The talk is in conjunction with the exhibit "Angels in Art: Illuminated Manuscripts from the Stark Collection," which continues on display through Jan. 5. Wieck, the curator of Medieval and Renaissance Manuscripts at Pierpont Morgan Library in New York City, has authored five books and numerous articles on the topic.
"I'd always had an interest in medieval art, especially medieval paintings, but in the middle of the '70s, I got to hold an illuminated manuscript in my hand and I had a sort of conversion," Wieck said. "I very much was struck by an art form that combined pictures with text and the relationship with them. An art that to truly experience, you have to encounter on a very close level."
Wieck will give an hour talk that will answer the question, "What is a book of hours?"
"It's a phrase people might have encountered on a Christmas card, but couldn't define," Wieck said. "A Book of Hours is an illustrated prayer book that was one of the first bestsellers in the modern era. It was a popular type of text for over 300 years, from the middle of the 13th century through the middle of the 16th, produced by hands in the thousands."

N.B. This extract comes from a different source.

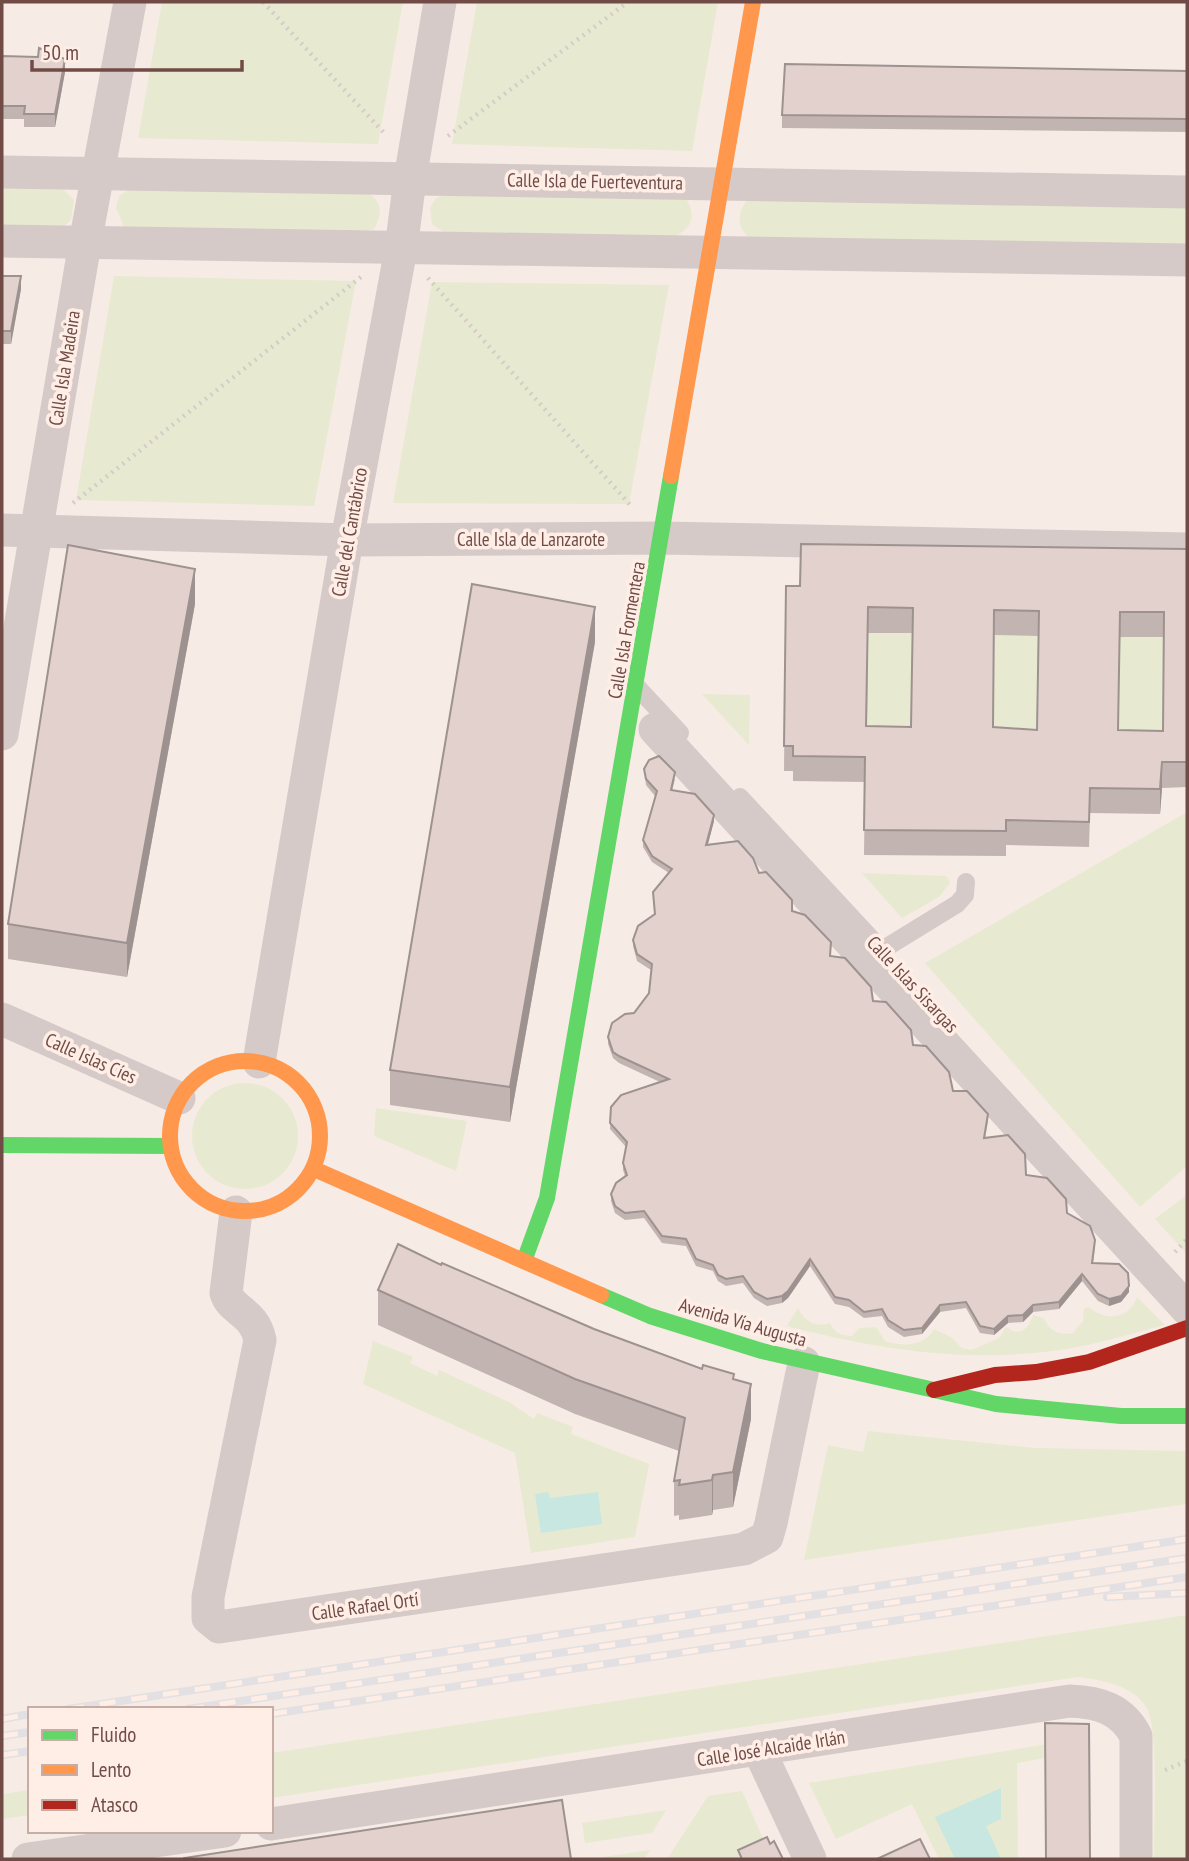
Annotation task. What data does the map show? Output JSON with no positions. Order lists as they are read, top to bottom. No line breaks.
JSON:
{"streets":{"main road":["Calle Isla Formentera","Avenida Vía Augusta"],"street":["Calle Isla de Fuerteventura","Calle Isla Madeira","Calle del Cantábrico","Calle Isla de Lanzarote","Calle Islas Sisargas","Calle Islas Cíes","Calle Rafael Ortí","Calle José Alcaide Irlán"]},"crossings":[["Calle Isla de Fuerteventura","Calle Isla Madeira"],["Calle Isla de Fuerteventura","Calle del Cantábrico"],["Calle Isla de Fuerteventura","Calle Isla Formentera"],["Calle Isla Madeira","Calle Isla de Lanzarote"],["Calle del Cantábrico","Calle Isla de Lanzarote"],["Calle del Cantábrico","Calle Islas Cíes"],["Calle del Cantábrico","Avenida Vía Augusta"],["Calle del Cantábrico","Calle Rafael Ortí"],["Calle Isla de Lanzarote","Calle Isla Formentera"],["Calle Isla Formentera","Calle Islas Sisargas"],["Calle Isla Formentera","Avenida Vía Augusta"],["Calle Islas Cíes","Avenida Vía Augusta"],["Calle Islas Cíes","Calle Rafael Ortí"],["Avenida Vía Augusta","Calle Rafael Ortí"]],"legend":["Fluido","Lento","Atasco"],"scale_bar":"50 m"}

Wieck gave three examples of why illuminated manuscripts stand alone as an art form:
"Each illuminated manuscript is a book that has been written and painted by hand, not printed, so each truly is a unique creation." "Because they spend 99 percent of their lives closed, these books often are in pristine and beautiful condition, as opposed to a panel that may hang above an altar and be exposed to incense and smoke and air pollution that will cause the paints to fade or darken. Sometimes they are as pristine as the day they were created." "The relationship between the text and pictures: it's not always a straightforward illustration, like a children's book. Often, in these books of hours, the series of images function as another kind of text, albeit a visual text that relates to the written text - they form meditative points so that when you read the text you have things on which to meditate."